Талисман Авиценны - страница 3
Потому что вот этот Хусейн его спас.
Он, поникшую жизнь вырывая из праха,
Их немалым доходам мешает порой.
Злые тени грозят ему карой аллаха.
Карой неба. А может, и карой людской?
…Ночью с улицы к ним застучали упрямо.
Он вскочил, ошарашенный шумом ночным.
Возле дома стояли солдаты — гулямы.
Оказалось, гулямы явились за ним.
Он накинул халат. Мать, затихшая в горе,
И соседи, проснувшись, глядят ему вслед.
Вот что значит со слугами божьими спорить…
А такой он был добрый…
В семнадцать-то лет…
Вдоль дувалов его чуть не волоком тащат.
И при этом орут:
— Побыстрее, юнец! —
Не тюрьма ли их ждет, что решетки таращит?
Нет, тюрьма в стороне. Путь привел во дворец.
Дверь открылась. Придворный с кривою усмешкой
Поманил его пальцем под каменный свод.
На ступеньках крутых обернулся.
— Не мешкай.
Светлоликий тебя — недостойного — ждет.—
Что? Хусейн испугался. Зачем он эмиру?
Может, скрыться поможет бухарская ночь?
Он не знал, что эмира болезнь надломила
И врачи не сумели эмиру помочь.
Вот тогда и послали за ним. Он не помнит
Ни нахмуренных лиц, ни халатов цветных,
Ни наполненных дивною роскошью комнат…
Светлоликий был жив, но безжизненно тих.
Знал Хусейн, чем грозит неудача. Тревожно
Билось сердце в сиянье дворцовых огней.
Хорошо, что болезнь оказалась несложной.
За три дня безотлучных он справился с ней.

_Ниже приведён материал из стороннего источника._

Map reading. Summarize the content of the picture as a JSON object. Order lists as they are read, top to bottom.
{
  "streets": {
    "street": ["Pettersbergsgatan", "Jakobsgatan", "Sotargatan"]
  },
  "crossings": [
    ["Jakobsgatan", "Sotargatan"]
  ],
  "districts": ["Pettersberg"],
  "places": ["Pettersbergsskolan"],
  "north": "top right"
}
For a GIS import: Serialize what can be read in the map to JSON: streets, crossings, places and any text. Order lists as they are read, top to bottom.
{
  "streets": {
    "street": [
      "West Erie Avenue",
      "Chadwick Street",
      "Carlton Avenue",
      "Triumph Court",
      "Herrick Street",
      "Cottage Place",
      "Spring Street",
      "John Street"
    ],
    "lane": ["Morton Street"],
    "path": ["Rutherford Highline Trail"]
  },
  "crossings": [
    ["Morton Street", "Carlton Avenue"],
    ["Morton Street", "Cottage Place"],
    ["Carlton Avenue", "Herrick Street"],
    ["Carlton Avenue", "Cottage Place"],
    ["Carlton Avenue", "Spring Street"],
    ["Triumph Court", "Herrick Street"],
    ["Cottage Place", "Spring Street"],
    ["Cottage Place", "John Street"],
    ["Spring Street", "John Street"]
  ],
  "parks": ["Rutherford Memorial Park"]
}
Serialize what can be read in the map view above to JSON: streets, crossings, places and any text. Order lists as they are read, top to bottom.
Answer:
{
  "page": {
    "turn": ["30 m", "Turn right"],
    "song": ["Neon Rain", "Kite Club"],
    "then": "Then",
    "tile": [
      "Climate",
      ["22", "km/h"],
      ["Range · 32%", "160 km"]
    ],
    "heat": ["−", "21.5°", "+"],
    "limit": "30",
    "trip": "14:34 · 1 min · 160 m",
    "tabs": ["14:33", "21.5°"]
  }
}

И запомнилось только: на утренней сини
Маски лиц — удивление, страх, торжество.
Зал заполнен людьми. Он стоит посредине.
Светлоликий, прищурясь, глядит на него.
— Ты, юнец, от болезни избавил эмира.
Значит, есть в тебе счастье, талант в тебе есть.
Чтоб монаршую милость молва не срамила.
От эмирских щедрот что тебе преподнесть?
Длиниогривых коней самой солнечной масти?
Должность в вечной прохладе эмирских палат?
Волооких красавиц с ресницами настежь?
Груду золота? Или парчовый халат?
— Нет, — ответил юнец, — я в желаньях умерен.
Но я знаю, что ты всемогущ и велик.
Ты открой мне в Хранилище Мудрости двери.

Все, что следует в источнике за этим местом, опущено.